OPINION / En France, le ministre de la Transition écologique (Nicolas Hulot) vient de démissionner. Il avoue son impuissance face au modèle économique dominant qui n’intègre tout simplement pas les enjeux écologiques dans ses paramètres. « Je ne comprends pas que nous assistions globalement à la gestation d’une tragédie bien annoncée dans une forme d’indifférence », a-t-il dit. Qu’en est-il de notre côté de l’Atlantique ? Nos dirigeants politiques savent-ils mieux faire de l’environnement et de notre avenir collectif une vraie priorité ? Absolument pas ! Les preuves nous en sont données à répétition. Comment, par exemple, concilier l’exploitation accrue des sables bitumineux et la lutte contre les changements climatiques ?

Récemment, le gouvernement fédéral renonçait à mettre à jour avant les élections la Loi canadienne sur la protection de l’environnement (LCPE), la principale loi fédérale qui régit la pollution et les toxines.

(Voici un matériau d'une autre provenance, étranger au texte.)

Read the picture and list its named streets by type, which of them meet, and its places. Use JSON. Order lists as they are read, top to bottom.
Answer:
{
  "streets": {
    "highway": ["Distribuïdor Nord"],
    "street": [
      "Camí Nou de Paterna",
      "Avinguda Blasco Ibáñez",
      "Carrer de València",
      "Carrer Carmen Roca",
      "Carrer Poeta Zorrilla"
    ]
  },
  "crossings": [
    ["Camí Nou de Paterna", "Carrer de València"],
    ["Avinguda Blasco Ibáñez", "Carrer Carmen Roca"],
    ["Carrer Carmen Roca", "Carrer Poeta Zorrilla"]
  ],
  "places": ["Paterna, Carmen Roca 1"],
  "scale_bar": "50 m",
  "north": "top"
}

Avec les lacunes qu’elle comporte, elle a pourtant bien besoin d’être révisée !

Car, bien concrètement, ce sont les Canadiens et les Canadiennes qui en subissent les conséquences. La piètre qualité de l’air au Canada cause, selon les estimations de Santé Canada, 14 000 décès prématurés chaque année.

Pas étonnant qu’une majorité de la population appuie une mise à jour de la LCPE et réclame le droit à un environnement sain.

Je viens ajouter ma petite voix pour demander à mon tour la révision prochaine de cette loi. Je profite aussi de l’occasion pour implorer tous ceux et celles qui peuvent infléchir modestement le cours des choses – dirigeants politiques, patrons, investisseurs, lobbyistes – d’agir dès maintenant.

Le temps presse : il ne faut pas laisser le cauchemar tapi à notre porte devenir réalité. On ne peut continuer impunément à saboter les écosystèmes qui supportent la vie.